S’il est profondément politique, son travail n’en est pas moins ludique et accessible. Bien qu’utilisant une grande variété de médiums (installations, sculptures, œuvres sonores, etc.) Elsa Werth crée dans une économie de moyens, véritable invariant de la pratique de l’artiste, qui revendique les « productions anti-spectaculaires » comme « tactiques de résistance ». Résistance à quoi, au juste ? À l’entertainment,à la société de consommation, à l’injonction productiviste ou encore à la démesure de moyens qui caractérise le monde de l’art. À rebours de toute monumentalité, elle produit souvent des œuvres immatérielles, comme ses productions sonores qui habitent l’espace de façon invisible, ou des multiples et livres d’artistes, qui répondent à une volonté de rendre l’art accessible au plus grand nombre.
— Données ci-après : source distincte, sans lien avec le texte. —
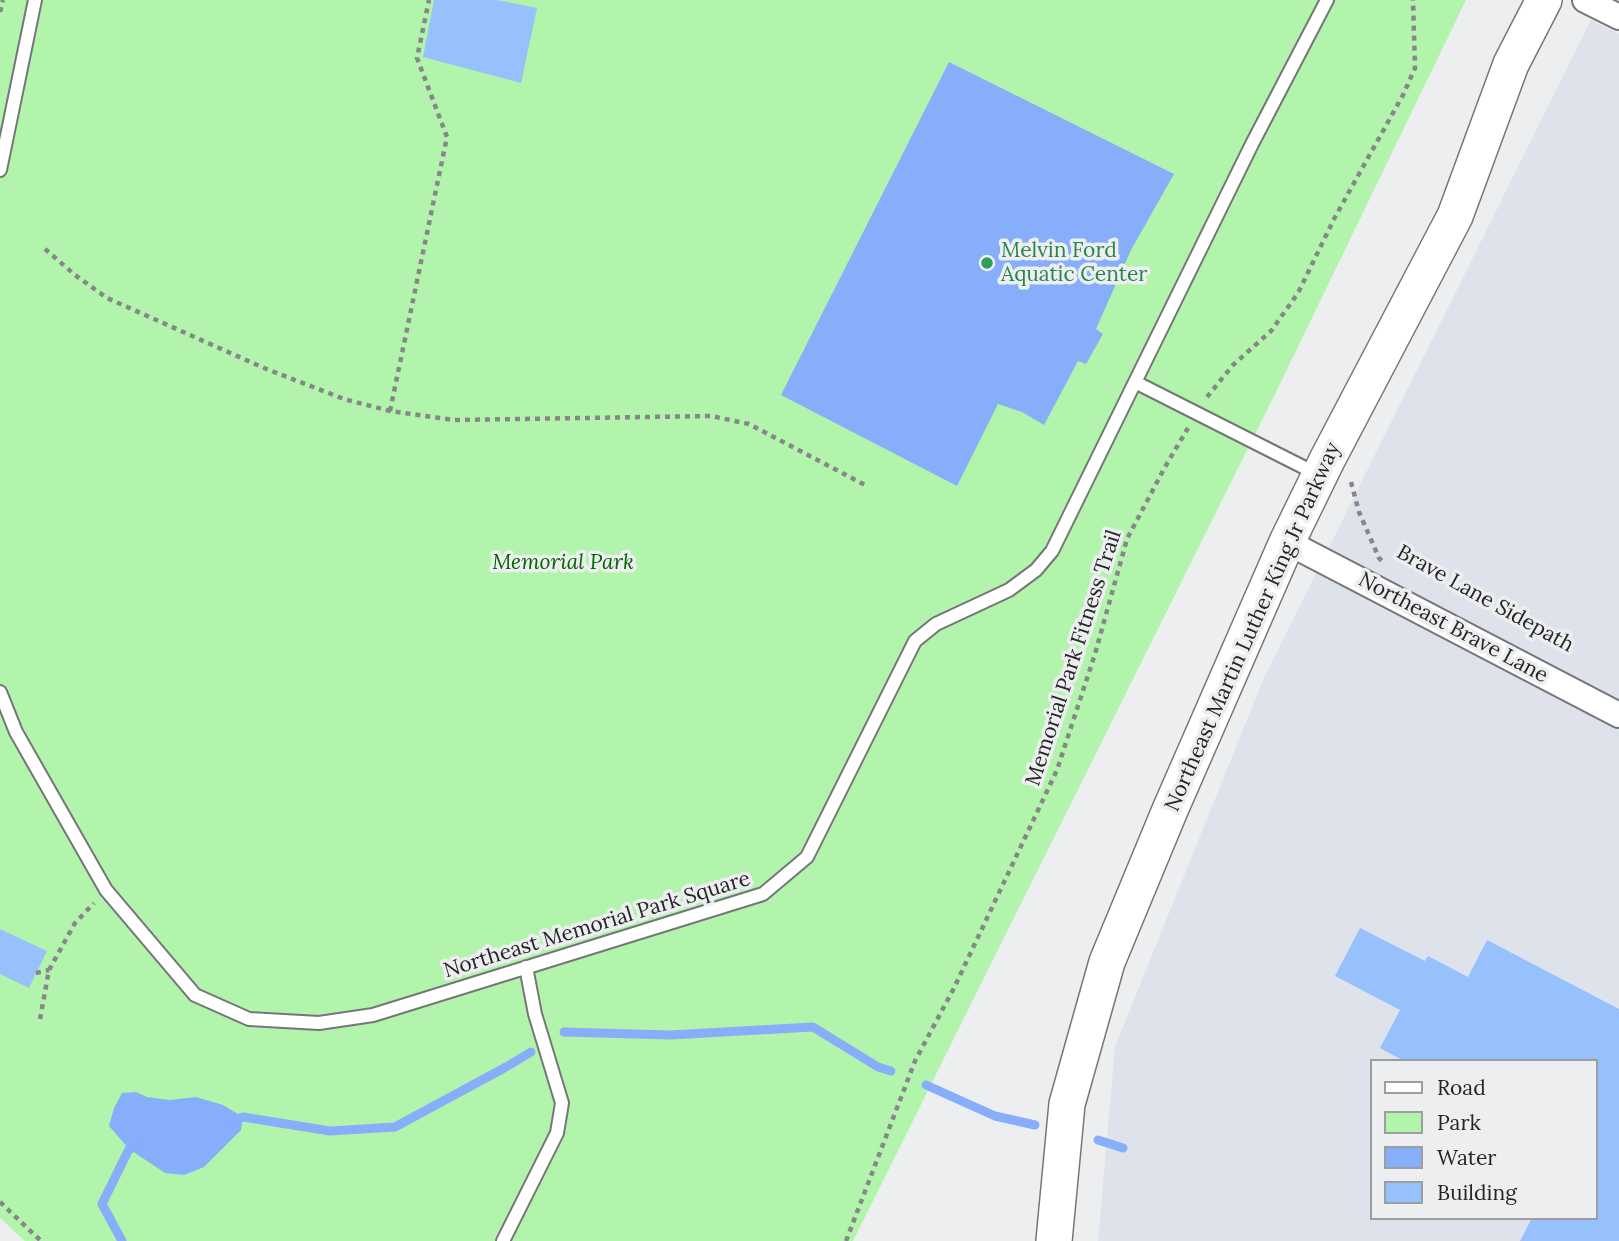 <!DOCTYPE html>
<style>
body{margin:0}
#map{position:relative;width:1619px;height:1241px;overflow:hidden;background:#edeef0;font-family:Lora,serif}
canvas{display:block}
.legend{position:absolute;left:1370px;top:1059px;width:228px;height:161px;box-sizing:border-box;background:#edeef0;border:2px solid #9d9e9f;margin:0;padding:9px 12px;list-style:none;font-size:21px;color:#252526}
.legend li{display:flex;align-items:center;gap:14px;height:35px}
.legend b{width:35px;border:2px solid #9d9e9f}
</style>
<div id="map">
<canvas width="1619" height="1241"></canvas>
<ul class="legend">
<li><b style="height:9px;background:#fff"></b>Road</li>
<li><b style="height:19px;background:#b2f4ac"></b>Park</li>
<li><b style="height:19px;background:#87aefb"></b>Water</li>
<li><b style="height:19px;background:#97c1fc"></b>Building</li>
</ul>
</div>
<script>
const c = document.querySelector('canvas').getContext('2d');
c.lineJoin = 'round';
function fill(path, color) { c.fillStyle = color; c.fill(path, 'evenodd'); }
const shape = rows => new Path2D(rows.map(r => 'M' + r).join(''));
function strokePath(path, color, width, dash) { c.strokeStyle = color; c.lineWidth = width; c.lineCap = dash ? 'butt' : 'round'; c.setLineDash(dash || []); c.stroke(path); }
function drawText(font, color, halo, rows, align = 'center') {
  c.font = font + ' Lora,serif'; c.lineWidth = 7; c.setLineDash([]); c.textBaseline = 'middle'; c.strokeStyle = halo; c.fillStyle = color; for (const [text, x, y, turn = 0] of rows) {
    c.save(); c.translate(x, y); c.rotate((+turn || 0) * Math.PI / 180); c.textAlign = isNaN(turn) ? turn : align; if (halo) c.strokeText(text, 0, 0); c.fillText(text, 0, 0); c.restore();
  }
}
fill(shape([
 [1591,20,1619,34,1619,1241,1098,1241,1115,1047,1263,680],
 [1372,1061,1596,1061,1596,1218,1372,1218]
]), '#dde2eb');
fill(shape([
 [0,0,1466,0,1278,388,853,1241,25,1241,0,1218]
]), '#b2f4ac');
fill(shape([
 [949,62,1174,174,1131,250,1096,329,1103,334,1086,364,1078,361,1044,425,1022,412,998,404,957,486,781,395],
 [136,1092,147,1097,169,1100,196,1097,223,1105,243,1117,241,1130,204,1167,184,1175,165,1173,129,1149,109,1126,114,1108,122,1093]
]), '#87aefb');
strokePath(shape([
 [564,1032,670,1035,813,1027,878,1067,891,1071],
 [926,1085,995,1116,1035,1125],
 [231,1120,243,1117,330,1131,395,1127,506,1067,531,1052],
 [1098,1140,1123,1148],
 [122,1241,102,1204,129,1149,141,1146]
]), '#87aefb', 9);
fill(shape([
 [434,0,497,0,537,8,521,83,423,57],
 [1360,928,1425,961,1428,956,1468,977,1487,940,1619,1009,1619,1241,1520,1241,1532,1218,1596,1218,1596,1061,1404,1061,1380,1048,1400,1010,1335,976],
 [0,929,47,951,29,988,0,974]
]), '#97c1fc');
const lane = shape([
 [0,170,35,0],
 [1135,382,1319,475],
 [0,692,16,732,106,890,195,995,249,1019,319,1023,373,1015,763,894,807,857,915,641,936,624,1009,590,1036,570,1052,551,1252,144,1327,0],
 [503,1241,557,1133,562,1103,535,1014,526,967]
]);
const street = shape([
 [1585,0,1619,17],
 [1287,542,1619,715]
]);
const secondary = shape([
 [1054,1241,1067,1104,1107,962,1170,810,1287,542,1327,460,1455,216,1511,64,1544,0]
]);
strokePath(lane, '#757677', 16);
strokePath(street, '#757677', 28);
strokePath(secondary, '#757677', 38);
strokePath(shape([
 [0,12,3,0],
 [45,249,75,275,107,298,264,368,344,399,390,411,454,420,711,416,749,424,865,485],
 [1207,397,1233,365,1271,331,1298,293,1334,219,1403,95,1415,68,1413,0],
 [390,411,447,137,417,58,429,0],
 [1351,482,1359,512,1379,558,1382,561],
 [36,973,49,970],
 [40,1019,49,970,75,923,94,903],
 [0,1202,41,1241],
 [846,1241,915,1061,954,988,1057,770,1095,654,1127,539,1165,467,1188,428]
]), '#878789', 4.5, [5, 5]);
strokePath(lane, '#fff', 12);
strokePath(street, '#fff', 24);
strokePath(secondary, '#fff', 35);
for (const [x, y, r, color] of [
 [987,263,7,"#2e9e5b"]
]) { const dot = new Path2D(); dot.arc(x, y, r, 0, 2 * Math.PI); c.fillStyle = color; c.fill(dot); strokePath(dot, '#edeef0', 2.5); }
drawText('21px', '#27864d', '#edeef0', [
 ["Melvin Ford",1001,251],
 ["Aquatic Center",1001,275]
], 'left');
drawText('italic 21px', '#016500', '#edeef0', [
 ["Memorial Park",563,563]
]);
drawText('21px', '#252526', '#edeef0', [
 ["Brave Lane Sidepath",1485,599,29],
 ["Northeast Martin Luther King Jr Parkway",1253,627,-66],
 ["Northeast Brave Lane",1453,628,28],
 ["Memorial Park Fitness Trail",1074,658,-72],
 ["Northeast Memorial Park Square",597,925,-17]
]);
</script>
Ces différentes échelles étaient rassemblées dans « Horizones », l’exposition du Prix Fondation Pernod Ricard, où elle présentait Abracadabra, une œuvre sonore diffusée de manière aléatoire, des sculptures en forme de baguettes magiques, comme des « arrêts sur image du flux d’information continu » (Clément Dirié, commissaire), mais également une œuvre déroutante, à peine visible. Sur la vitre de l’espace d’exposition offrant une vue plongeante sur les rails de la gare Saint-Lazare est notée une consigne simple : il s’agit de jouer à pile ou face avec un multiple réalisé par l’artiste, qui prend la forme d’une pièce de monnaie factice et qui est disponible à l’entrée de l’exposition. On tombe alors soit sur la face MONDAY, sur laquelle est écrit « WORK TODAY », soit sur celle intitulée SUNDAY, accompagnée de la mention « DO NOT WORK TODAY ». Ainsi, l’artiste nous invite à laisser le hasard entrer dans nos vies pour définir notre programme de la journée – travailler ou faire ce que bon nous semble, hormis travailler. Répondant à un protocole simple, que l’artiste est allée expérimenter auprès d’usagers de la gare Saint-Lazare, cette œuvre nous amène à réfléchir à l’injonction à la productivité à l’œuvre dans notre société, ainsi qu’à la monétisation de toute chose. Tout cela avec légèreté, car, après tout, ce n’est qu’un jeu. La dimension ludique et participative au cœur du travail d’Elsa Werth est une manière de rejouer les dynamiques de pouvoir à l’œuvre dans notre société. Tout entier tourné vers le détournement d’objets et de gestes du quotidien, le travail d’Elsa Werth est également souvent pensé en lien avec le contexte de monstration dans lequel il s’inscrit. Son intérêt pour l’inattendu et la remise en cause des normes ne datent pas d’hier, comme en témoigne la pratique curatoriale qu’elle mène en parallèle de son travail artistique. Alors jeune diplômée des Beaux-Arts de Paris, elle a organisé avec son amie Muriel Leray une exposition dans un box de stockage dans le Marais. Ce projet curatorial était une manière de créer une occasion, qui ne venait pas, de montrer leur travail et celui d’autres artistes, mais également de « détourner les codes du white cube, de l’institution ».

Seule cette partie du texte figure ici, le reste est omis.